((

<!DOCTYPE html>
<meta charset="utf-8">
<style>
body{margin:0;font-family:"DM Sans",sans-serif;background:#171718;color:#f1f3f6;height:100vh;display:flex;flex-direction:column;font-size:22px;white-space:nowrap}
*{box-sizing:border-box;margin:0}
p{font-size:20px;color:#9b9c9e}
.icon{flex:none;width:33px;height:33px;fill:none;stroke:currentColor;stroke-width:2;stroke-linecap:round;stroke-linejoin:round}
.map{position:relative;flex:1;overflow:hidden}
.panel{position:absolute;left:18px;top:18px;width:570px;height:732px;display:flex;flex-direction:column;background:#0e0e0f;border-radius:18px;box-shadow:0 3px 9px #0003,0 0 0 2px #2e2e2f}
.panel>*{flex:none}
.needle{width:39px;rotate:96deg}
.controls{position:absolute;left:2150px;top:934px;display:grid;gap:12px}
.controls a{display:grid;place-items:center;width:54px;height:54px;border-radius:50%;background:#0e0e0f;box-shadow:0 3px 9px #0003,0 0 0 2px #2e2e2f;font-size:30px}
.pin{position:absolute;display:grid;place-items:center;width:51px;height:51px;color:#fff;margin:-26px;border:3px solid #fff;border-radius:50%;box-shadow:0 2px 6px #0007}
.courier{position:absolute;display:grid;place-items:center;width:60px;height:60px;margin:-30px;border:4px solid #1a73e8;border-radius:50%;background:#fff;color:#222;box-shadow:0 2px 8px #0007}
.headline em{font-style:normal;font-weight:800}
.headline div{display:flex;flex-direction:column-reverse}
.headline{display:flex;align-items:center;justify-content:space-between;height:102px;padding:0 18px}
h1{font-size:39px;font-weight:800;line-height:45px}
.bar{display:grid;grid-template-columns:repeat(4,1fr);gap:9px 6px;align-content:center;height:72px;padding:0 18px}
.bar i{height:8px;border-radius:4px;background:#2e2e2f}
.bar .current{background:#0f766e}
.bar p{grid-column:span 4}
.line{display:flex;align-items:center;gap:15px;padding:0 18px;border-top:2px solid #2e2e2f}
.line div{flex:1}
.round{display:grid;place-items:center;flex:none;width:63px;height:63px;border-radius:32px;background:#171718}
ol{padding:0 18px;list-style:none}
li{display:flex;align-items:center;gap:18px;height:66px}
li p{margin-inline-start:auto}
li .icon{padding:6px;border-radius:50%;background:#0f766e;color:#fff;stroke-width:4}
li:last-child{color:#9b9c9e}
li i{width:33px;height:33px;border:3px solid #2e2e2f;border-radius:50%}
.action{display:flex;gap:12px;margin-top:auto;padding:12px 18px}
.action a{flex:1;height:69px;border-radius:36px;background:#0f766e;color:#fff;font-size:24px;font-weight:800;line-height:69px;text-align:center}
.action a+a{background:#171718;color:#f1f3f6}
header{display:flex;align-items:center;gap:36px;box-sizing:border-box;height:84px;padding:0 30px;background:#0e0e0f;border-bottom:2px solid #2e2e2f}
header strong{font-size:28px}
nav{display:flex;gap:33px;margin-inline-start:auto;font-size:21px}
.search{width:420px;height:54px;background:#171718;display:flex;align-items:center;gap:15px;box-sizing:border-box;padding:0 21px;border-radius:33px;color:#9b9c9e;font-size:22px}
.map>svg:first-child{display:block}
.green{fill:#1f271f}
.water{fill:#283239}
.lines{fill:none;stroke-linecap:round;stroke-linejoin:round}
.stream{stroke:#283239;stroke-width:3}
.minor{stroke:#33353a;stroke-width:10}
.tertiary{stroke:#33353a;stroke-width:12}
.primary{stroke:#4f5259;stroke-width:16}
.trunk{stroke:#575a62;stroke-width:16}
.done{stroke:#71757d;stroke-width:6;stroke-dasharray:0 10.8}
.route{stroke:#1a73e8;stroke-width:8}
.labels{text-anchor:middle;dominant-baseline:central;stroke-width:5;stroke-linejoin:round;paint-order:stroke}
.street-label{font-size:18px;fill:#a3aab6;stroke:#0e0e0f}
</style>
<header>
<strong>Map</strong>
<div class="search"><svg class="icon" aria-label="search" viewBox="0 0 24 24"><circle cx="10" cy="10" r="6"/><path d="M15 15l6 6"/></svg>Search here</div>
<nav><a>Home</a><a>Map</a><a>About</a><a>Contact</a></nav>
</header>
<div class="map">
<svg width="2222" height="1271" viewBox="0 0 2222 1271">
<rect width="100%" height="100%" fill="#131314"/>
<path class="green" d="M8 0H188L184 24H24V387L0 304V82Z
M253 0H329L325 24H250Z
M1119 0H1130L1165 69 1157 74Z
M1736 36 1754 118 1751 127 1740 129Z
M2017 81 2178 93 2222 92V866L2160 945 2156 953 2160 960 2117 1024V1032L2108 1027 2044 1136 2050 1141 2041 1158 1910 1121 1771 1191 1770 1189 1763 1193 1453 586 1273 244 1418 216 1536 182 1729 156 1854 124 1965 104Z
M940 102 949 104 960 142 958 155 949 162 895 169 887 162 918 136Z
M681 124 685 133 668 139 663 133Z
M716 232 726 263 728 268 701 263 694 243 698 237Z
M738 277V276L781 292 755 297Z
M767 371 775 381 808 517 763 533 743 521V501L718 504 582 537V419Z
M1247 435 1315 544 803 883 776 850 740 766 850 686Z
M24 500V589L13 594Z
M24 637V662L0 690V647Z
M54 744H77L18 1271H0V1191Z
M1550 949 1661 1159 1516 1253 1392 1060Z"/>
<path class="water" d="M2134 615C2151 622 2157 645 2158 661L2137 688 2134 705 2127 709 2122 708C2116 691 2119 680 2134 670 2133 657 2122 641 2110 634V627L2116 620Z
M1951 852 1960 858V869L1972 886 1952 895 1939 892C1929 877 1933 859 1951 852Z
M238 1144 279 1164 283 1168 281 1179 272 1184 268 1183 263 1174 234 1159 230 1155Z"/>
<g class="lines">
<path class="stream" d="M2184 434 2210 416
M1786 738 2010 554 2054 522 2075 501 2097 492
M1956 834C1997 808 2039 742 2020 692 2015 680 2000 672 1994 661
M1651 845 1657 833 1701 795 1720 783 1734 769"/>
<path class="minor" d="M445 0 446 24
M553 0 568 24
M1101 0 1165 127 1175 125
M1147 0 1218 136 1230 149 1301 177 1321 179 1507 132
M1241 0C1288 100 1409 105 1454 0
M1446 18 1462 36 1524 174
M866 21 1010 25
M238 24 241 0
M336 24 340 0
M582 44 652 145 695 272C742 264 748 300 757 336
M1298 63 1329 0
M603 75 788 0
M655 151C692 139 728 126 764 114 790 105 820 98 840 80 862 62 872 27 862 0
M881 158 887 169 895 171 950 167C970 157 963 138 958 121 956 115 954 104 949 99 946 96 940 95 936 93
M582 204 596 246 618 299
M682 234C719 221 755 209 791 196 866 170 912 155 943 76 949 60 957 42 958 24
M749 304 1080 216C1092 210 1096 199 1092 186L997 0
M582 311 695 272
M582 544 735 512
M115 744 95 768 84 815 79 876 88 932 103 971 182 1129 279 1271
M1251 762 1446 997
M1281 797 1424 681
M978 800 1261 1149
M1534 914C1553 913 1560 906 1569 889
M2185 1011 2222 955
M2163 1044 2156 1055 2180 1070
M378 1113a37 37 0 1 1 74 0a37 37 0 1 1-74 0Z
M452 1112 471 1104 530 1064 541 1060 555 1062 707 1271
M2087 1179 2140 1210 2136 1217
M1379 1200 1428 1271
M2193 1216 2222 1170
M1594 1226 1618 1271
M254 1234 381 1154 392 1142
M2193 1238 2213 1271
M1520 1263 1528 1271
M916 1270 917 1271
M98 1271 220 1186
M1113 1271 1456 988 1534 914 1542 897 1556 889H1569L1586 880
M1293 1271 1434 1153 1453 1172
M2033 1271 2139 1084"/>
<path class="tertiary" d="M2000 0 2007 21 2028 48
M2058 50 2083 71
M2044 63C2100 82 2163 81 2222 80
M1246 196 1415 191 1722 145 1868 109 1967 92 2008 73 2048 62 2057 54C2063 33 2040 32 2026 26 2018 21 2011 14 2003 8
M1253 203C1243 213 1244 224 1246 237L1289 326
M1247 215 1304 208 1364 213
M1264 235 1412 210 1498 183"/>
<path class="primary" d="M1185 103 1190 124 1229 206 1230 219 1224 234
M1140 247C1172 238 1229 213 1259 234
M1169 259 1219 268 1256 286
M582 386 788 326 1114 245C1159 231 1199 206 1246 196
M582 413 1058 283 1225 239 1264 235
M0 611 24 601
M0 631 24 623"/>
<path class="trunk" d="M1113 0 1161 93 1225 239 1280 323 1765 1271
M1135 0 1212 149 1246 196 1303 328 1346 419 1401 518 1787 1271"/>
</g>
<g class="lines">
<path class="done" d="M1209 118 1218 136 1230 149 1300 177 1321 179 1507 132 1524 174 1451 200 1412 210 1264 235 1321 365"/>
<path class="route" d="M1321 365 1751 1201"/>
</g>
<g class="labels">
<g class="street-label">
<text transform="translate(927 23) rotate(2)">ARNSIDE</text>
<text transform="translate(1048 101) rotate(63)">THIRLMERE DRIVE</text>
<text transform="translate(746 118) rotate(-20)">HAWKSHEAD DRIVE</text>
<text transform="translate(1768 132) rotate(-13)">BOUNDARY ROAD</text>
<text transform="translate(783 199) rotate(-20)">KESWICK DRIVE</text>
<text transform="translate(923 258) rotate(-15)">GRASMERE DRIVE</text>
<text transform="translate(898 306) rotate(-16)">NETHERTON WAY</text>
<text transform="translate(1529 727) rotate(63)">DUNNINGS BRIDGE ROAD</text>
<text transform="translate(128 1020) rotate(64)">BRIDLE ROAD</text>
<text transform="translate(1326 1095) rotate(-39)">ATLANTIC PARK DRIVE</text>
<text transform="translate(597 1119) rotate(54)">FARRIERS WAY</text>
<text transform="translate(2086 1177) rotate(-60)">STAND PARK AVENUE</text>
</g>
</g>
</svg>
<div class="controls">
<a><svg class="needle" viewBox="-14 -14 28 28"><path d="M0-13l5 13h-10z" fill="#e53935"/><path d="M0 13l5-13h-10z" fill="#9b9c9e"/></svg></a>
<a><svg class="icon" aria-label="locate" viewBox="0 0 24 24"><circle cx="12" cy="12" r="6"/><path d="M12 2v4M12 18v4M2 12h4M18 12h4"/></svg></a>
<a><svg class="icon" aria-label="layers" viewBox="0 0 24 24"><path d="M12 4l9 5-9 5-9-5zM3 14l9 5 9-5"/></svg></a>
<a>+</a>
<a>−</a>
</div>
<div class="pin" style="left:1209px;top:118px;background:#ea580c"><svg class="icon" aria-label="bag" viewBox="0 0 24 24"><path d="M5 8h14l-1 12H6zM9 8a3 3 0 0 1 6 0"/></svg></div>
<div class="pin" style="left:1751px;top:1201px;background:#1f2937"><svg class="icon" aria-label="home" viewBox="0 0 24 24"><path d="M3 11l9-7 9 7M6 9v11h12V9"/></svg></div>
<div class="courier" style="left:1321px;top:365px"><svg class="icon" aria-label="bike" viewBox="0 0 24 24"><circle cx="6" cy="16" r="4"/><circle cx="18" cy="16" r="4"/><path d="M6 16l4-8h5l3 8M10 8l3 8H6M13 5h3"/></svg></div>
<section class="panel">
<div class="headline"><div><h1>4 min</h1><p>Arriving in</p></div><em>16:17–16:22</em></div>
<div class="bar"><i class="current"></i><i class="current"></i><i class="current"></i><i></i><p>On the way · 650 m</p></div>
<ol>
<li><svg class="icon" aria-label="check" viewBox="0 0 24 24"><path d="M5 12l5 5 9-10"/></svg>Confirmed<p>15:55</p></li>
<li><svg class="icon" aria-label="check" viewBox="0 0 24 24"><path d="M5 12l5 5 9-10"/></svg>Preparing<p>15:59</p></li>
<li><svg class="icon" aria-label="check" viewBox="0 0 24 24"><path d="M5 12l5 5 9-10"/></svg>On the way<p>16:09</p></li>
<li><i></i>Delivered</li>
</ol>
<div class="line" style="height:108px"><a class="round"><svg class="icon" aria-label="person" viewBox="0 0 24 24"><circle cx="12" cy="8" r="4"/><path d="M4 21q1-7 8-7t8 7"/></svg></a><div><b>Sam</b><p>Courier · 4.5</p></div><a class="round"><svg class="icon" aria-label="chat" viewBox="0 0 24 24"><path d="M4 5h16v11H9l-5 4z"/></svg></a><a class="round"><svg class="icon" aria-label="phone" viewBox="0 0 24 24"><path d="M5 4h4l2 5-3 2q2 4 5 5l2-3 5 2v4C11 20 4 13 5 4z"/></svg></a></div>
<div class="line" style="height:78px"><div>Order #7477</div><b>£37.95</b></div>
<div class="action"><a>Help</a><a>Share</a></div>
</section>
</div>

))

Exercise: Only a number is wanted here: how many lines of the material contain the string "controls".

Exercise answer: 3